Of the entries below, return exactly those lines that fall between the one containing "M886,0H973L956,50L928,40L900,5Z" and the one containing "M0,227L33,237L13,298L0,294Z", the two end lines included.
AVAILABLE DATA Start Marker
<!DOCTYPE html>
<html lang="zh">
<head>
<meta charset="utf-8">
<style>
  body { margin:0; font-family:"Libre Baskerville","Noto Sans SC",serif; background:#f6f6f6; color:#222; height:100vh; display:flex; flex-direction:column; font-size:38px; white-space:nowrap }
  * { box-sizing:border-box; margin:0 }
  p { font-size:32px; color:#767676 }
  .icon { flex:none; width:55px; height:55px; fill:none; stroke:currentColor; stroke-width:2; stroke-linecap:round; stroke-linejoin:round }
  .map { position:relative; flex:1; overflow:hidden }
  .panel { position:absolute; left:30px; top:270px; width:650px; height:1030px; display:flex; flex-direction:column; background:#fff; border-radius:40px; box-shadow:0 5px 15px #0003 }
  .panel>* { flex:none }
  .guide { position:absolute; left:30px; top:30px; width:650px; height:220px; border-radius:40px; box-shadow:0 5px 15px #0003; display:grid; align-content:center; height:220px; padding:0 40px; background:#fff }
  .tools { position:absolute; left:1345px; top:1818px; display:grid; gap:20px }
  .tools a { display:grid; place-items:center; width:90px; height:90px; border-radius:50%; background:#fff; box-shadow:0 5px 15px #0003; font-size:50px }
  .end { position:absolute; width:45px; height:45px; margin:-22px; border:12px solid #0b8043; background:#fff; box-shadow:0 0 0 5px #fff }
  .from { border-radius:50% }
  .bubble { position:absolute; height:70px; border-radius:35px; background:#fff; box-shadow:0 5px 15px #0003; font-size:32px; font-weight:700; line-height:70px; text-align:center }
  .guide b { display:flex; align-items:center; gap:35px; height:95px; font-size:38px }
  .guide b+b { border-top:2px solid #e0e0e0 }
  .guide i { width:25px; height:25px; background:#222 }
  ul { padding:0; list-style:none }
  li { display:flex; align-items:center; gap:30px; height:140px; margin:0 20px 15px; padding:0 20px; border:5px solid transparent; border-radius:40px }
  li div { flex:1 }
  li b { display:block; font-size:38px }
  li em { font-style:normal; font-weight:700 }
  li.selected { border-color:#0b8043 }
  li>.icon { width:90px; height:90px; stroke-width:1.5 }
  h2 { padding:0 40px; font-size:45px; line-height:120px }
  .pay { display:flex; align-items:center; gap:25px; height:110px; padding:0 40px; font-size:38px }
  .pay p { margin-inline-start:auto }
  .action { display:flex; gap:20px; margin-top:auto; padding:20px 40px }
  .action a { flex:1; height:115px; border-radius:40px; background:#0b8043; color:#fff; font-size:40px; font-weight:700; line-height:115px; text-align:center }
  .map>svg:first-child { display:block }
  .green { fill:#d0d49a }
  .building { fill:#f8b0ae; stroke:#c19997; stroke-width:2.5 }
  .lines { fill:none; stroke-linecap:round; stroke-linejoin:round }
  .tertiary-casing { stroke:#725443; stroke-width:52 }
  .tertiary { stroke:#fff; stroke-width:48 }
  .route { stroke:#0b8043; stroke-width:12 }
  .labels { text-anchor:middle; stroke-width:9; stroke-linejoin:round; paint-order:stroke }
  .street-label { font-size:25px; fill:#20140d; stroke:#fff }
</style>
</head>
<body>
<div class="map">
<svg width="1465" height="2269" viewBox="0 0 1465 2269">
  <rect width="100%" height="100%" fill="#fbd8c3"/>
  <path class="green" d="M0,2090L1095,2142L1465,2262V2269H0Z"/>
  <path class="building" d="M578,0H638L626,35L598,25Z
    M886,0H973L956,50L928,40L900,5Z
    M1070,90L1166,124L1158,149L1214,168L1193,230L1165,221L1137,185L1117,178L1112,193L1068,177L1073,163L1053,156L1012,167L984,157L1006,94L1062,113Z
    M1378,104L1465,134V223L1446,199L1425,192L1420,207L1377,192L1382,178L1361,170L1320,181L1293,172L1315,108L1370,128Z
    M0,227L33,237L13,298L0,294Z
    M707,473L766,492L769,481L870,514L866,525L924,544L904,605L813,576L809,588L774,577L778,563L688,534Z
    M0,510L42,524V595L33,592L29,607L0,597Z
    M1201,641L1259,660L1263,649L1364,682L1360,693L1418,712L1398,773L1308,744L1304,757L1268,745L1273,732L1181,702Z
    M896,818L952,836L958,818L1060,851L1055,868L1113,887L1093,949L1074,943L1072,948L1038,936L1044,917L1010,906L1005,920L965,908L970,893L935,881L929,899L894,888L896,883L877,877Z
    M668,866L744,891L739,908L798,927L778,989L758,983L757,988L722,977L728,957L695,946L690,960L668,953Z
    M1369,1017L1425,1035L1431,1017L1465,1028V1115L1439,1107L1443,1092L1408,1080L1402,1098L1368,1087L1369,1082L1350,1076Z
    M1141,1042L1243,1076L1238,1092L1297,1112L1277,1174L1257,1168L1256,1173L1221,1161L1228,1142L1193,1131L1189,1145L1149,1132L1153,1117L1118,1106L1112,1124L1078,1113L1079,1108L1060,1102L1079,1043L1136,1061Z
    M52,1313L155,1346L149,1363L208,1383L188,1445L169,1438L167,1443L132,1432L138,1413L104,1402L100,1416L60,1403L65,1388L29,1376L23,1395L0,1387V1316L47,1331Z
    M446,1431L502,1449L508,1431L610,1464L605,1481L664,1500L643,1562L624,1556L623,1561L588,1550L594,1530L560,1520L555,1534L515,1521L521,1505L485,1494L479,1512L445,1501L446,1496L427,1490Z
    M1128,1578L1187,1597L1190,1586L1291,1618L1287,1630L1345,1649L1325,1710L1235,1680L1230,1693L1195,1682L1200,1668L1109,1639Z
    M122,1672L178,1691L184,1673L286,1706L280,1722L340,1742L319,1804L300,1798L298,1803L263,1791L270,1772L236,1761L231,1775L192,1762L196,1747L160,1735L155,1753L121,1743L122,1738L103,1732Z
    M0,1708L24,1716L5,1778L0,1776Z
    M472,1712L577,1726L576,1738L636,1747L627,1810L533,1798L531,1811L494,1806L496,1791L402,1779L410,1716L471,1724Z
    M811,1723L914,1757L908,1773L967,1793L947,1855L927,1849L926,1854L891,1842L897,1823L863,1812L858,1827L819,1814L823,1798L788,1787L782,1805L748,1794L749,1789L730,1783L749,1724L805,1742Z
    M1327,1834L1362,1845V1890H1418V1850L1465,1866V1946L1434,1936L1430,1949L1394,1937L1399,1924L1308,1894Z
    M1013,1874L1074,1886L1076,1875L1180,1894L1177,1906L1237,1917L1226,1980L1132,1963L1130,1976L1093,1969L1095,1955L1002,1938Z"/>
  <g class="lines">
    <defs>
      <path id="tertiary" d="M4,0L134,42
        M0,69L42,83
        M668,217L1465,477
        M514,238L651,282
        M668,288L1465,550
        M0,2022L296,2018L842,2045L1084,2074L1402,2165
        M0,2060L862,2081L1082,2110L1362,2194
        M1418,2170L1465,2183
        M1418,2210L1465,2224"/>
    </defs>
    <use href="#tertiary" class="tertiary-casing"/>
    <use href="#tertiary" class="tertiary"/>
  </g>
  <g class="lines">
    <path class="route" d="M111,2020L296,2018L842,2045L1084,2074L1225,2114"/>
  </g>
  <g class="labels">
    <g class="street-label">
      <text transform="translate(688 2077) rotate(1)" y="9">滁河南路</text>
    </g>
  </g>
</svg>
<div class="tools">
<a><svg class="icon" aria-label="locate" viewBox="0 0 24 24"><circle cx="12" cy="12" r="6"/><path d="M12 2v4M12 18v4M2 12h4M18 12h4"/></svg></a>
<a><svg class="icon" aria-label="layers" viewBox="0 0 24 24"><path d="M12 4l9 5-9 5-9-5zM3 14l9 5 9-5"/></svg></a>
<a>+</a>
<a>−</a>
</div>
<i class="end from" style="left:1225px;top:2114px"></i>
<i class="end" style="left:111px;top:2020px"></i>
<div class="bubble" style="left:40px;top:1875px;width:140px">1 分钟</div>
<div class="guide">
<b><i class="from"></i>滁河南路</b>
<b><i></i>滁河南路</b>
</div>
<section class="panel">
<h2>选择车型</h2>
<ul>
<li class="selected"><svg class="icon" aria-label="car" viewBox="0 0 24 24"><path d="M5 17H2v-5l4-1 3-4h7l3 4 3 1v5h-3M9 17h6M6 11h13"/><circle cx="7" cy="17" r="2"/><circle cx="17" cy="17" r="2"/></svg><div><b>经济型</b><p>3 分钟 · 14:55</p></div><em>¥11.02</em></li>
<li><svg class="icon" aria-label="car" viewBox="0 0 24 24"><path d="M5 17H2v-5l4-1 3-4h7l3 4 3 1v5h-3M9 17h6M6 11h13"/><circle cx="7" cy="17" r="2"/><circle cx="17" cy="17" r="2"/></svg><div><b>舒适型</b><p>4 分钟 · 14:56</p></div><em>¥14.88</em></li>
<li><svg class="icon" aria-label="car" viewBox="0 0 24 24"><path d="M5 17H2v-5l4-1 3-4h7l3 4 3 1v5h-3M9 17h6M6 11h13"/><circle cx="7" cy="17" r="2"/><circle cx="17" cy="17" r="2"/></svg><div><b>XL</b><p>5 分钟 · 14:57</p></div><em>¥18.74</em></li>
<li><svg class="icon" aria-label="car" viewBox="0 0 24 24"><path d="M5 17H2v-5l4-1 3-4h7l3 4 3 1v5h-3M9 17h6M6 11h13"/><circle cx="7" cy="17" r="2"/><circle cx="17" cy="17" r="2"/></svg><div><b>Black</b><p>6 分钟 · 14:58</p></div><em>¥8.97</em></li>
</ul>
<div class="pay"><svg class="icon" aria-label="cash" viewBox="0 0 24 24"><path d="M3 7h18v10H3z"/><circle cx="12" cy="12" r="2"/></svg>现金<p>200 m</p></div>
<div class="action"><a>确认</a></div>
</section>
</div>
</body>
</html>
AVAILABLE DATA End Marker
_EXERCISE SOLUTION_.
    M886,0H973L956,50L928,40L900,5Z
    M1070,90L1166,124L1158,149L1214,168L1193,230L1165,221L1137,185L1117,178L1112,193L1068,177L1073,163L1053,156L1012,167L984,157L1006,94L1062,113Z
    M1378,104L1465,134V223L1446,199L1425,192L1420,207L1377,192L1382,178L1361,170L1320,181L1293,172L1315,108L1370,128Z
    M0,227L33,237L13,298L0,294Z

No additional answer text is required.